**WORK TO BE COMPLETED**
Set all the entries down once more, with nothing altered.

Stored entries
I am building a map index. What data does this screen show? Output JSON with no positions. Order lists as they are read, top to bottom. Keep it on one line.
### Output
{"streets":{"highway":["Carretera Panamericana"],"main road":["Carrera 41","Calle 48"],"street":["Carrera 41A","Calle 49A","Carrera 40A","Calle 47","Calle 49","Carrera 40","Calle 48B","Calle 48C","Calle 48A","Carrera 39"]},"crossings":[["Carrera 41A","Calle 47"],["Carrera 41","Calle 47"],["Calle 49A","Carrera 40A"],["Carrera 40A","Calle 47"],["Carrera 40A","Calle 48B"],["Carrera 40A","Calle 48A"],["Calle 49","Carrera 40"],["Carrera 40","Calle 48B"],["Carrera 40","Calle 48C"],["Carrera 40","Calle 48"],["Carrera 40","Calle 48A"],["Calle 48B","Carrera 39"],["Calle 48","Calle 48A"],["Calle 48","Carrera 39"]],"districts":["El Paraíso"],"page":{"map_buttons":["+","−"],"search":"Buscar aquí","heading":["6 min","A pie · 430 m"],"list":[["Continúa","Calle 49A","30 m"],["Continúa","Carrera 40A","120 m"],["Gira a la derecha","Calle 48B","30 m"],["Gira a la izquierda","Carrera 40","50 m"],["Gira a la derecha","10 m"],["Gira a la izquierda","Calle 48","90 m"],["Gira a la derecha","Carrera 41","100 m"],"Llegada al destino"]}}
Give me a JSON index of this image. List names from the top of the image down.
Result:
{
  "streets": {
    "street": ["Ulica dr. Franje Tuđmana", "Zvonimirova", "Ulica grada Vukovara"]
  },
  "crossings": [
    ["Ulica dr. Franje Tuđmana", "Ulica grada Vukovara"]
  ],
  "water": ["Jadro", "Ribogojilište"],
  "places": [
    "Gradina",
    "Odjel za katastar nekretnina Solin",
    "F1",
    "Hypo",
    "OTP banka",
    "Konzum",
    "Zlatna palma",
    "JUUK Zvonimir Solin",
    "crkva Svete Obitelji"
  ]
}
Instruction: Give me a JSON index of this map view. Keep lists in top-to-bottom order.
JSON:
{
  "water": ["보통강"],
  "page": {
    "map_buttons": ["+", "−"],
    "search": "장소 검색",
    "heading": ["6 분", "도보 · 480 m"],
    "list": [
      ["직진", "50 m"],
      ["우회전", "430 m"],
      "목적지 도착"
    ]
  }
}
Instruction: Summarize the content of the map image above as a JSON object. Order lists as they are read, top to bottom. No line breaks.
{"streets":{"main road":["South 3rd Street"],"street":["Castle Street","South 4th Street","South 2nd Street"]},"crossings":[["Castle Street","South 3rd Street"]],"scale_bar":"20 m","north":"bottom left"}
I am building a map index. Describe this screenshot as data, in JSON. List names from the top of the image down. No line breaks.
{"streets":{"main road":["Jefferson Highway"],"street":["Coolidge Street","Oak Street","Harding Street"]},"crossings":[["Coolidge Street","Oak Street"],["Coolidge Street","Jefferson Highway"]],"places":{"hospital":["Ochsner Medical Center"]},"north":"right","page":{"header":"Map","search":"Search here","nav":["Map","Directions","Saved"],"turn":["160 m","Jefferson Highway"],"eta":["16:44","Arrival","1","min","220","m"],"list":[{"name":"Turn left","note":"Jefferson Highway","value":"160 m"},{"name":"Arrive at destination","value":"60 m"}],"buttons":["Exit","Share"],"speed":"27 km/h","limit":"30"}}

**REPLY**
I am building a map index. What data does this screen show? Output JSON with no positions. Order lists as they are read, top to bottom. Keep it on one line.
### Output
{"streets":{"highway":["Carretera Panamericana"],"main road":["Carrera 41","Calle 48"],"street":["Carrera 41A","Calle 49A","Carrera 40A","Calle 47","Calle 49","Carrera 40","Calle 48B","Calle 48C","Calle 48A","Carrera 39"]},"crossings":[["Carrera 41A","Calle 47"],["Carrera 41","Calle 47"],["Calle 49A","Carrera 40A"],["Carrera 40A","Calle 47"],["Carrera 40A","Calle 48B"],["Carrera 40A","Calle 48A"],["Calle 49","Carrera 40"],["Carrera 40","Calle 48B"],["Carrera 40","Calle 48C"],["Carrera 40","Calle 48"],["Carrera 40","Calle 48A"],["Calle 48B","Carrera 39"],["Calle 48","Calle 48A"],["Calle 48","Carrera 39"]],"districts":["El Paraíso"],"page":{"map_buttons":["+","−"],"search":"Buscar aquí","heading":["6 min","A pie · 430 m"],"list":[["Continúa","Calle 49A","30 m"],["Continúa","Carrera 40A","120 m"],["Gira a la derecha","Calle 48B","30 m"],["Gira a la izquierda","Carrera 40","50 m"],["Gira a la derecha","10 m"],["Gira a la izquierda","Calle 48","90 m"],["Gira a la derecha","Carrera 41","100 m"],"Llegada al destino"]}}
Give me a JSON index of this image. List names from the top of the image down.
Result:
{
  "streets": {
    "street": ["Ulica dr. Franje Tuđmana", "Zvonimirova", "Ulica grada Vukovara"]
  },
  "crossings": [
    ["Ulica dr. Franje Tuđmana", "Ulica grada Vukovara"]
  ],
  "water": ["Jadro", "Ribogojilište"],
  "places": [
    "Gradina",
    "Odjel za katastar nekretnina Solin",
    "F1",
    "Hypo",
    "OTP banka",
    "Konzum",
    "Zlatna palma",
    "JUUK Zvonimir Solin",
    "crkva Svete Obitelji"
  ]
}
Instruction: Give me a JSON index of this map view. Keep lists in top-to-bottom order.
JSON:
{
  "water": ["보통강"],
  "page": {
    "map_buttons": ["+", "−"],
    "search": "장소 검색",
    "heading": ["6 분", "도보 · 480 m"],
    "list": [
      ["직진", "50 m"],
      ["우회전", "430 m"],
      "목적지 도착"
    ]
  }
}
Instruction: Summarize the content of the map image above as a JSON object. Order lists as they are read, top to bottom. No line breaks.
{"streets":{"main road":["South 3rd Street"],"street":["Castle Street","South 4th Street","South 2nd Street"]},"crossings":[["Castle Street","South 3rd Street"]],"scale_bar":"20 m","north":"bottom left"}
I am building a map index. Describe this screenshot as data, in JSON. List names from the top of the image down. No line breaks.
{"streets":{"main road":["Jefferson Highway"],"street":["Coolidge Street","Oak Street","Harding Street"]},"crossings":[["Coolidge Street","Oak Street"],["Coolidge Street","Jefferson Highway"]],"places":{"hospital":["Ochsner Medical Center"]},"north":"right","page":{"header":"Map","search":"Search here","nav":["Map","Directions","Saved"],"turn":["160 m","Jefferson Highway"],"eta":["16:44","Arrival","1","min","220","m"],"list":[{"name":"Turn left","note":"Jefferson Highway","value":"160 m"},{"name":"Arrive at destination","value":"60 m"}],"buttons":["Exit","Share"],"speed":"27 km/h","limit":"30"}}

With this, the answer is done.